What is needed —
Exactly as written, return all the data, leaving its pictures behind.

Excerpted records —
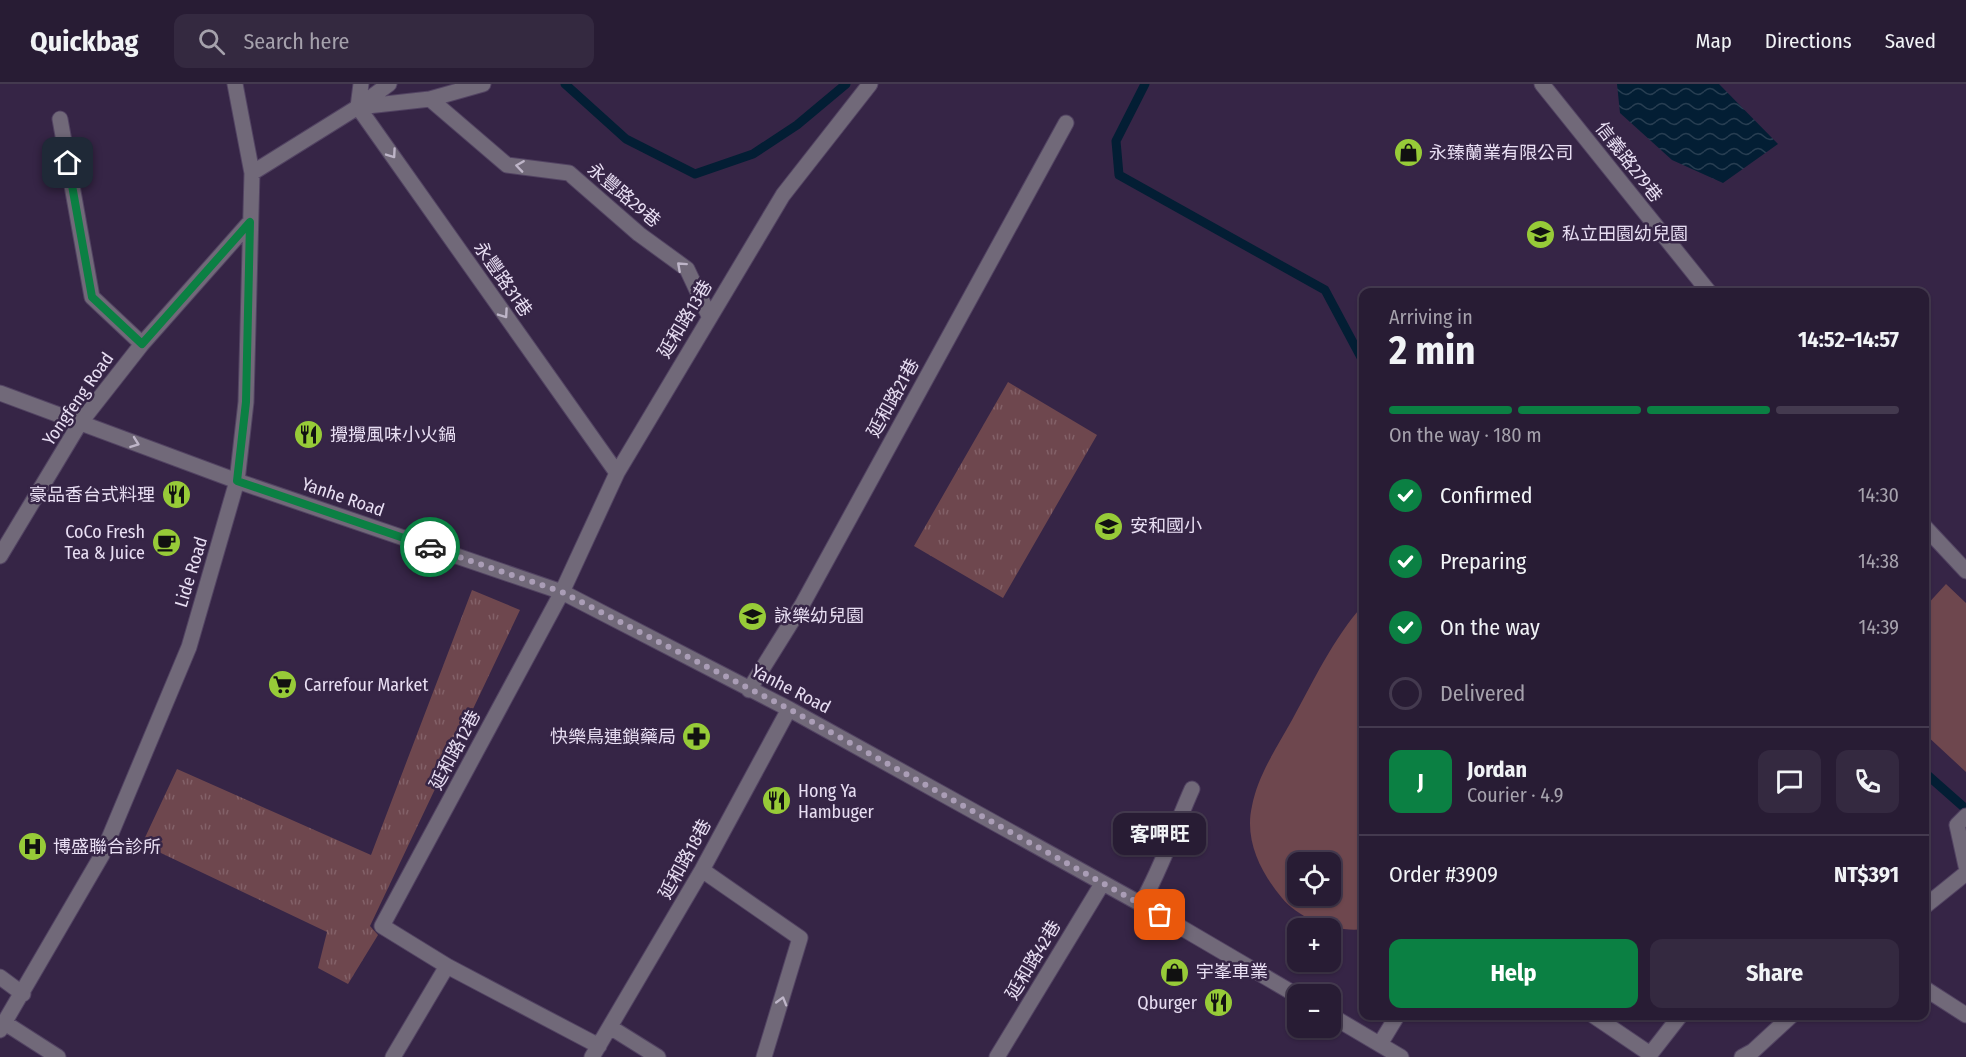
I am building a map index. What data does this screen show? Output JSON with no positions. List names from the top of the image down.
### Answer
{
  "streets": {
    "street": [
      "信義路279巷",
      "永豐路29巷",
      "永豐路31巷",
      "延和路13巷",
      "延和路21巷",
      "Yongfeng Road",
      "Yanhe Road",
      "Lide Road",
      "延和路12巷",
      "延和路18巷",
      "延和路42巷"
    ]
  },
  "crossings": [
    ["永豐路29巷", "延和路13巷"],
    ["永豐路31巷", "延和路13巷"],
    ["延和路13巷", "Yanhe Road"],
    ["延和路13巷", "延和路12巷"],
    ["延和路21巷", "Yanhe Road"],
    ["Yongfeng Road", "Yanhe Road"],
    ["Yongfeng Road", "Lide Road"],
    ["Yanhe Road", "Lide Road"],
    ["Yanhe Road", "延和路12巷"],
    ["Yanhe Road", "延和路18巷"],
    ["Yanhe Road", "延和路42巷"]
  ],
  "one_way": ["永豐路29巷", "永豐路31巷"],
  "places": {
    "shop": ["永臻蘭業有限公司", "宇峯車業"],
    "school or university": ["私立田園幼兒園", "安和國小", "詠樂幼兒園"],
    "restaurant": [
      "攪攪風味小火鍋",
      "豪品香台式料理",
      "Hong Ya Hambuger",
      "Qburger"
    ],
    "cafe": ["CoCo Fresh Tea & Juice"],
    "supermarket": ["Carrefour Market"],
    "pharmacy": ["快樂鳥連鎖藥局"],
    "hospital": ["博盛聯合診所"],
    "other": ["客呷旺"]
  },
  "page": {
    "header": "Quickbag",
    "search": "Search here",
    "nav": ["Map", "Directions", "Saved"],
    "heading": ["2 min", "Arriving in", "14:52–14:57"],
    "panel": [
      "Jordan",
      "Courier · 4.9",
      "Order #3909",
      "NT$391"
    ],
    "bar": "On the way · 180 m",
    "list": [
      ["Confirmed", "14:30"],
      ["Preparing", "14:38"],
      ["On the way", "14:39"],
      "Delivered"
    ],
    "round": "J",
    "bubble": "客呷旺",
    "map_buttons": ["+", "−"],
    "buttons": ["Help", "Share"]
  }
}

Task result —
I am building a map index. What data does this screen show? Output JSON with no positions. List names from the top of the image down.
### Answer
{
  "streets": {
    "street": [
      "信義路279巷",
      "永豐路29巷",
      "永豐路31巷",
      "延和路13巷",
      "延和路21巷",
      "Yongfeng Road",
      "Yanhe Road",
      "Lide Road",
      "延和路12巷",
      "延和路18巷",
      "延和路42巷"
    ]
  },
  "crossings": [
    ["永豐路29巷", "延和路13巷"],
    ["永豐路31巷", "延和路13巷"],
    ["延和路13巷", "Yanhe Road"],
    ["延和路13巷", "延和路12巷"],
    ["延和路21巷", "Yanhe Road"],
    ["Yongfeng Road", "Yanhe Road"],
    ["Yongfeng Road", "Lide Road"],
    ["Yanhe Road", "Lide Road"],
    ["Yanhe Road", "延和路12巷"],
    ["Yanhe Road", "延和路18巷"],
    ["Yanhe Road", "延和路42巷"]
  ],
  "one_way": ["永豐路29巷", "永豐路31巷"],
  "places": {
    "shop": ["永臻蘭業有限公司", "宇峯車業"],
    "school or university": ["私立田園幼兒園", "安和國小", "詠樂幼兒園"],
    "restaurant": [
      "攪攪風味小火鍋",
      "豪品香台式料理",
      "Hong Ya Hambuger",
      "Qburger"
    ],
    "cafe": ["CoCo Fresh Tea & Juice"],
    "supermarket": ["Carrefour Market"],
    "pharmacy": ["快樂鳥連鎖藥局"],
    "hospital": ["博盛聯合診所"],
    "other": ["客呷旺"]
  },
  "page": {
    "header": "Quickbag",
    "search": "Search here",
    "nav": ["Map", "Directions", "Saved"],
    "heading": ["2 min", "Arriving in", "14:52–14:57"],
    "panel": [
      "Jordan",
      "Courier · 4.9",
      "Order #3909",
      "NT$391"
    ],
    "bar": "On the way · 180 m",
    "list": [
      ["Confirmed", "14:30"],
      ["Preparing", "14:38"],
      ["On the way", "14:39"],
      "Delivered"
    ],
    "round": "J",
    "bubble": "客呷旺",
    "map_buttons": ["+", "−"],
    "buttons": ["Help", "Share"]
  }
}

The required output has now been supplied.